> [Description of the task]:
Search the data for the string "JSON" and copy each line where it turns up.

> [Given records]:
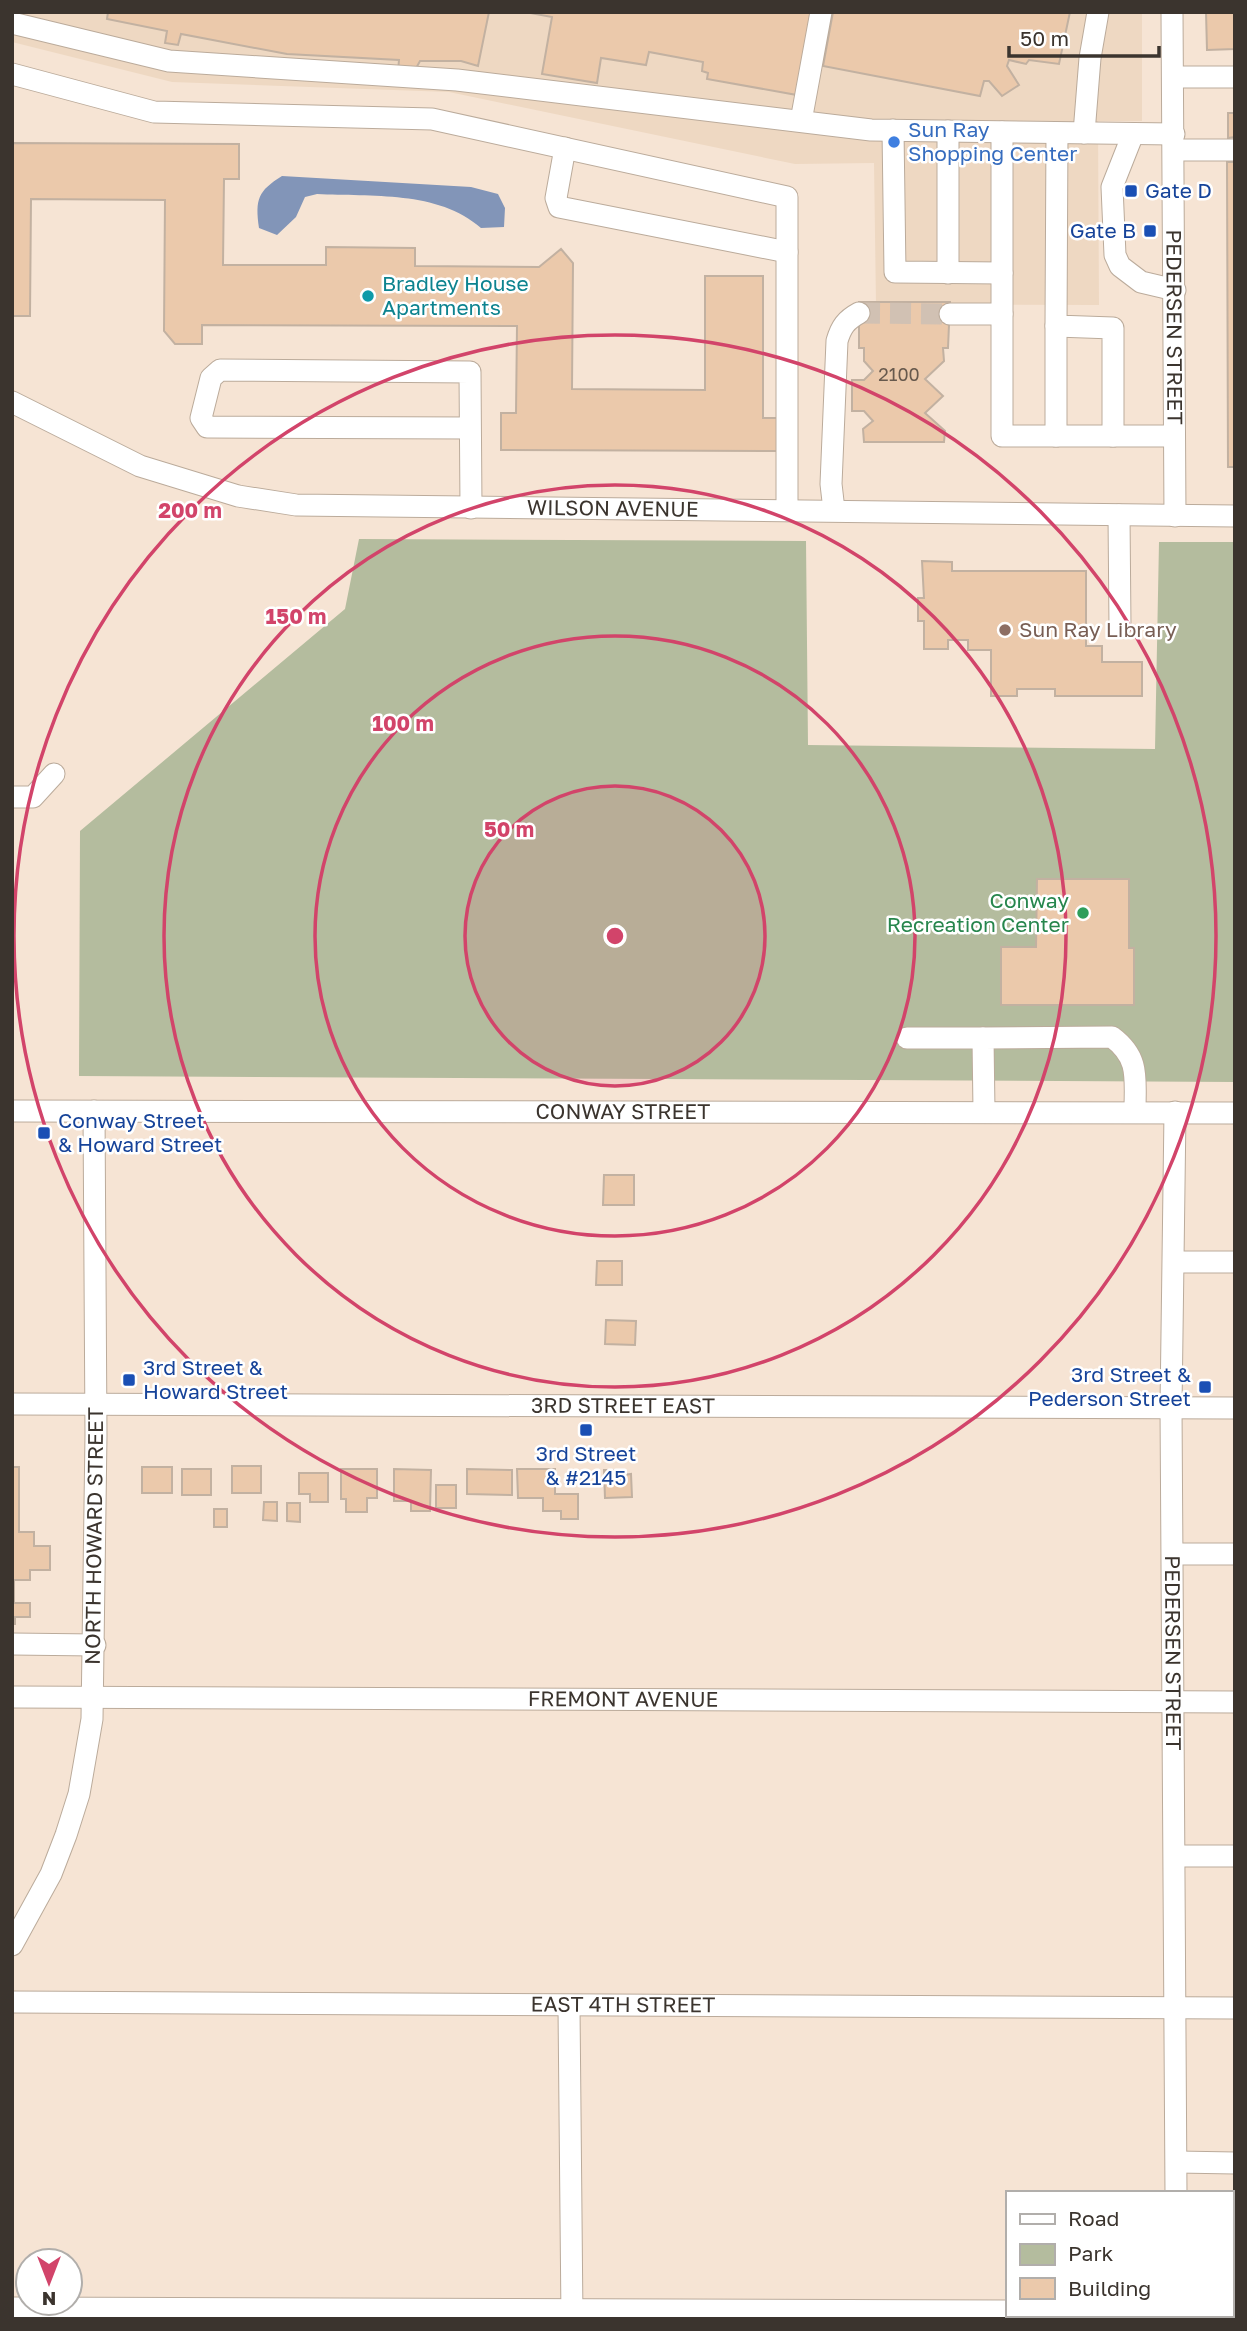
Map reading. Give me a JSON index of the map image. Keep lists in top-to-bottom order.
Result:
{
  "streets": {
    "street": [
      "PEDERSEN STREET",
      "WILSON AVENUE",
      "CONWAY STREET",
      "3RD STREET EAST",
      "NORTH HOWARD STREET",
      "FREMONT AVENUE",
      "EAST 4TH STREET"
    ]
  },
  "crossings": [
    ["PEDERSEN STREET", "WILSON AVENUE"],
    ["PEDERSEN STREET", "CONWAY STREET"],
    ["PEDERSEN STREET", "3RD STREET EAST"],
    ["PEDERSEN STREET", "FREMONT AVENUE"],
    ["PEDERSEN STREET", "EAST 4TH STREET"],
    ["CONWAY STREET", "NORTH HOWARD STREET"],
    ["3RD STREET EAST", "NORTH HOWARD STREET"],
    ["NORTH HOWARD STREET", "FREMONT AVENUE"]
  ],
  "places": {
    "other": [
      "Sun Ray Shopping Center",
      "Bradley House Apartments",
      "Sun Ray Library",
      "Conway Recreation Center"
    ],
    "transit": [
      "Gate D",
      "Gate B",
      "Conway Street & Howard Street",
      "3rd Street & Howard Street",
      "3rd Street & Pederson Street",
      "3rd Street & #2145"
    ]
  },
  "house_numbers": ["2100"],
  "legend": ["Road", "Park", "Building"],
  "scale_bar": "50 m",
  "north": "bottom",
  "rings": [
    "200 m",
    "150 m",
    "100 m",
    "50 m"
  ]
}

--

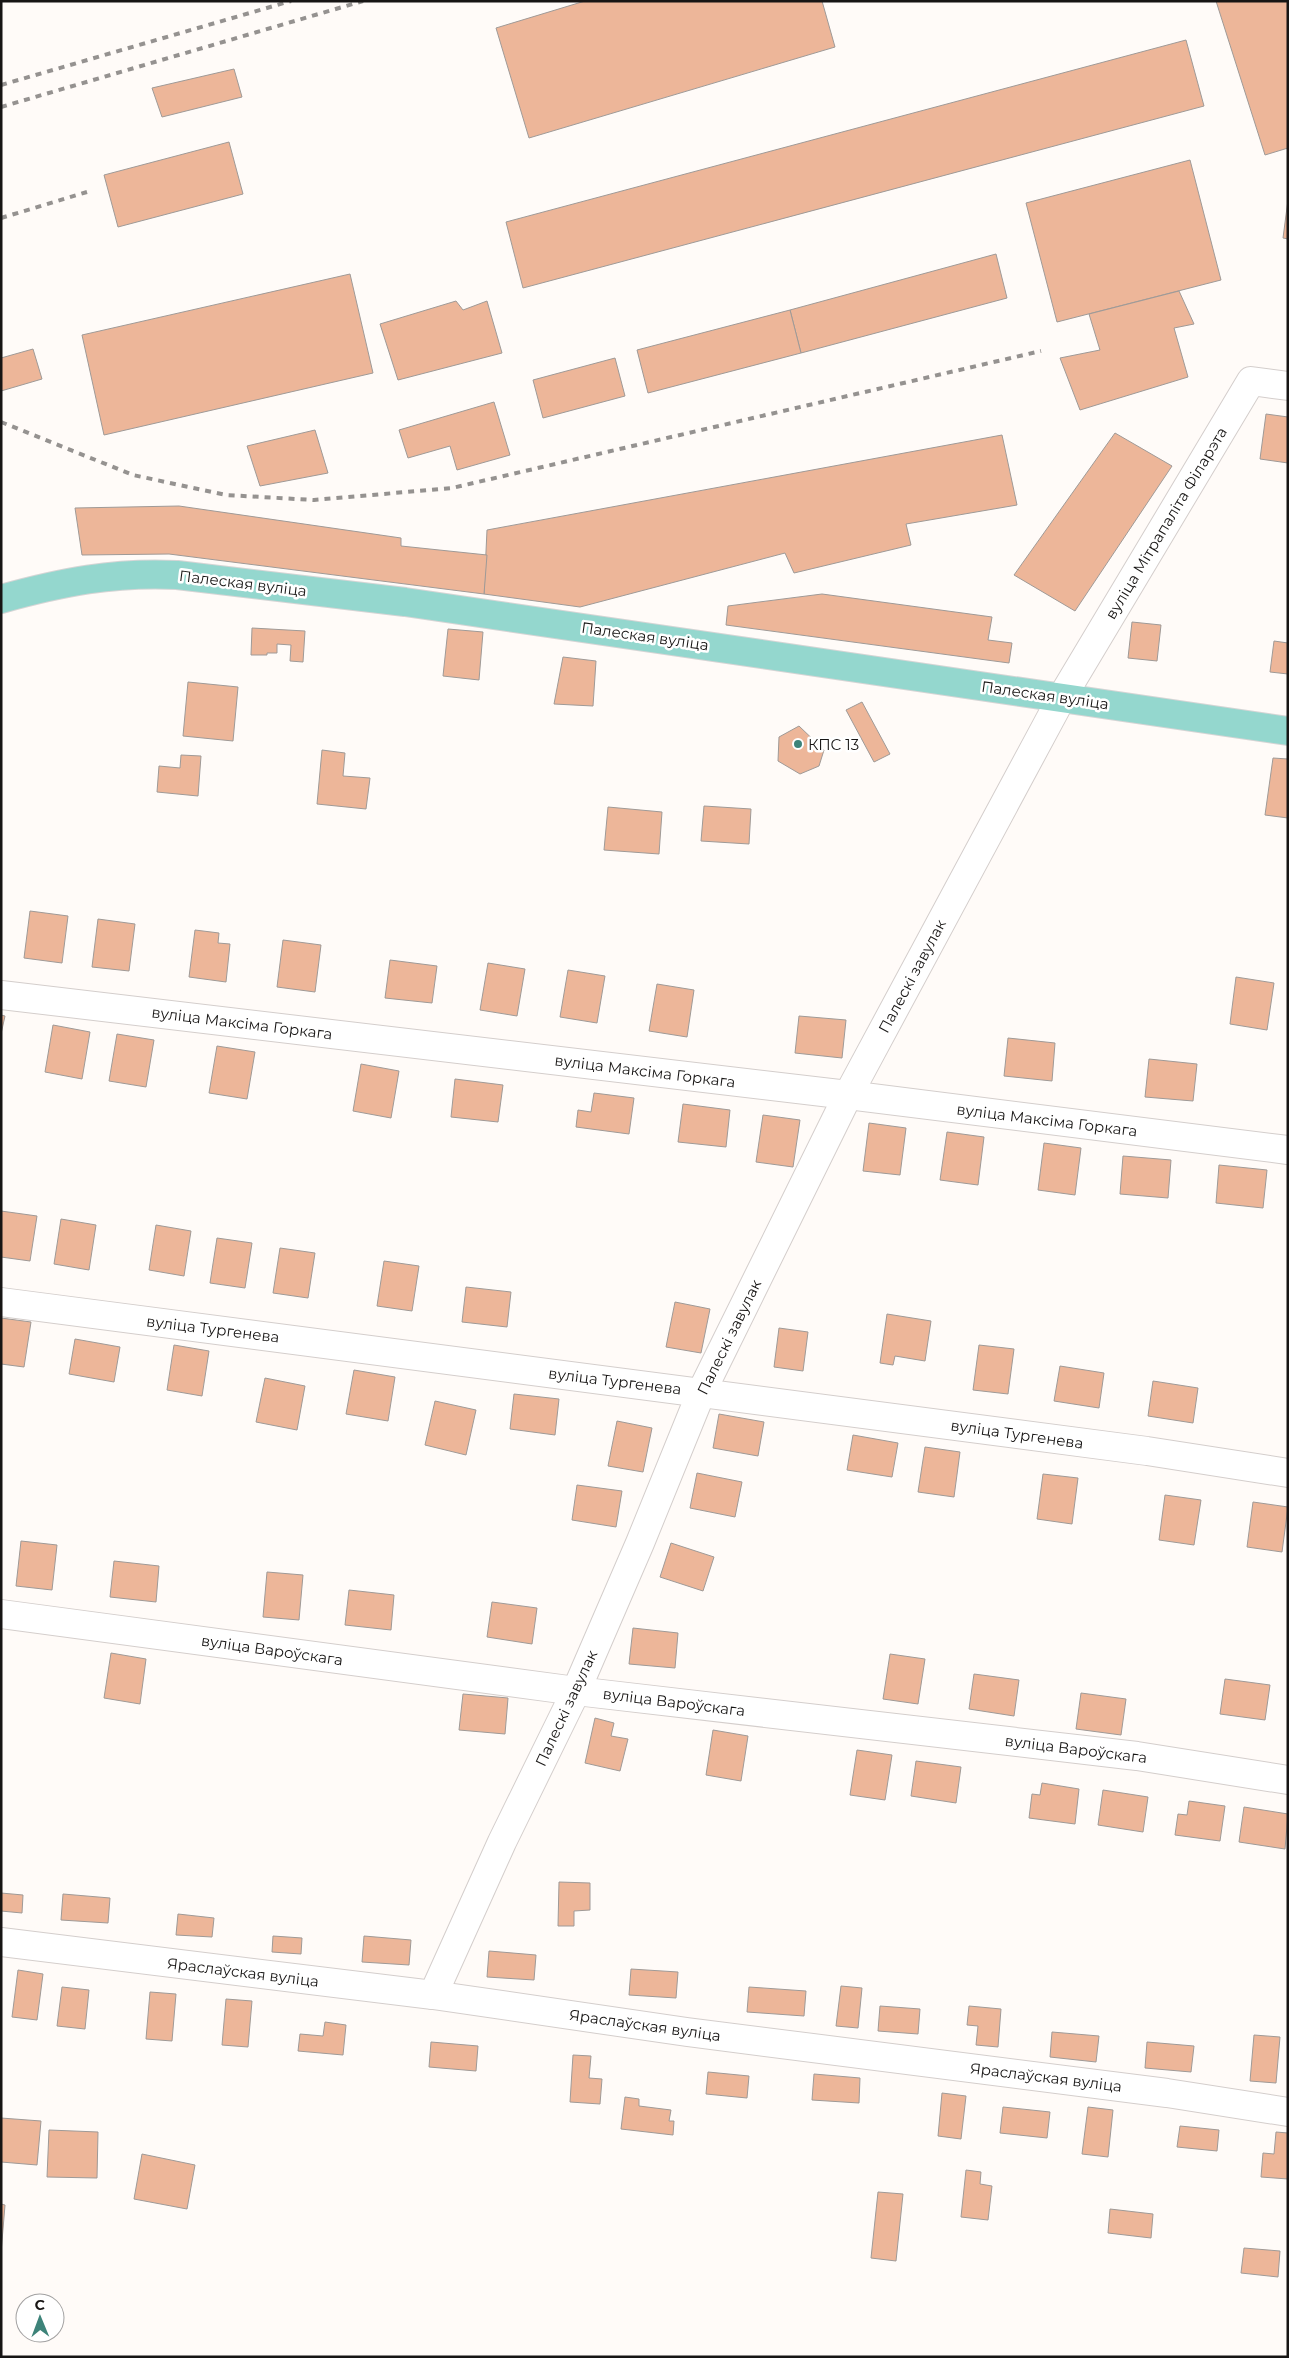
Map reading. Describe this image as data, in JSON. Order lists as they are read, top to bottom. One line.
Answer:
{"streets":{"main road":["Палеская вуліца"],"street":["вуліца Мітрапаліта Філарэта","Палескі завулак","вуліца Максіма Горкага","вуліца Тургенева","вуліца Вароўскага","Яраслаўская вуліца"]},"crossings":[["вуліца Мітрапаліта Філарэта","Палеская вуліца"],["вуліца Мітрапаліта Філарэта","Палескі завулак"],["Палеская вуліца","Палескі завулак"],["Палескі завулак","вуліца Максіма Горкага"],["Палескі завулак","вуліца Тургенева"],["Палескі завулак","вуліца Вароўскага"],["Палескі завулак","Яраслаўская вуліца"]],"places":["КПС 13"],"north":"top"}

> [Answer for the task]:
Map reading. Give me a JSON index of the map image. Keep lists in top-to-bottom order.
Map reading. Describe this image as data, in JSON. Order lists as they are read, top to bottom. One line.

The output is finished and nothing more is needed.